**Your goal:**
Print the data that follows without changing a single word.

**Provided entries:**

____

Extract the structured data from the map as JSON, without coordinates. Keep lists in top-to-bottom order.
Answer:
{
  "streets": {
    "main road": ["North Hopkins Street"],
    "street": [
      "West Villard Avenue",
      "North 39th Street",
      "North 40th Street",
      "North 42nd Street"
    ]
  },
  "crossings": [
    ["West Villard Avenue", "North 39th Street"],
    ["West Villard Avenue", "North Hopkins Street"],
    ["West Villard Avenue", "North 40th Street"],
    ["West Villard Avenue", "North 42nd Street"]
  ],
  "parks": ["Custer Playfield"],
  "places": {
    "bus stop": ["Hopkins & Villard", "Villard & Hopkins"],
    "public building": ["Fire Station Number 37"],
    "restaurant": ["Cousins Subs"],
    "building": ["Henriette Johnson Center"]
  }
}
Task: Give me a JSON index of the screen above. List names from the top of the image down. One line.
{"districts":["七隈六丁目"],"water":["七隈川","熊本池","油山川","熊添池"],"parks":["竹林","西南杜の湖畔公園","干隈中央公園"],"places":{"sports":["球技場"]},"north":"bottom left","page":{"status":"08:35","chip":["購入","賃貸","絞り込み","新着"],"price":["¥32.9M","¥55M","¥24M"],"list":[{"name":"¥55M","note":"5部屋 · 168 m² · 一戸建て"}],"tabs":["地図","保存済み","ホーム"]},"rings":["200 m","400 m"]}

____

**Task result:**
Extract the structured data from the map as JSON, without coordinates. Keep lists in top-to-bottom order.
Answer:
{
  "streets": {
    "main road": ["North Hopkins Street"],
    "street": [
      "West Villard Avenue",
      "North 39th Street",
      "North 40th Street",
      "North 42nd Street"
    ]
  },
  "crossings": [
    ["West Villard Avenue", "North 39th Street"],
    ["West Villard Avenue", "North Hopkins Street"],
    ["West Villard Avenue", "North 40th Street"],
    ["West Villard Avenue", "North 42nd Street"]
  ],
  "parks": ["Custer Playfield"],
  "places": {
    "bus stop": ["Hopkins & Villard", "Villard & Hopkins"],
    "public building": ["Fire Station Number 37"],
    "restaurant": ["Cousins Subs"],
    "building": ["Henriette Johnson Center"]
  }
}
Task: Give me a JSON index of the screen above. List names from the top of the image down. One line.
{"districts":["七隈六丁目"],"water":["七隈川","熊本池","油山川","熊添池"],"parks":["竹林","西南杜の湖畔公園","干隈中央公園"],"places":{"sports":["球技場"]},"north":"bottom left","page":{"status":"08:35","chip":["購入","賃貸","絞り込み","新着"],"price":["¥32.9M","¥55M","¥24M"],"list":[{"name":"¥55M","note":"5部屋 · 168 m² · 一戸建て"}],"tabs":["地図","保存済み","ホーム"]},"rings":["200 m","400 m"]}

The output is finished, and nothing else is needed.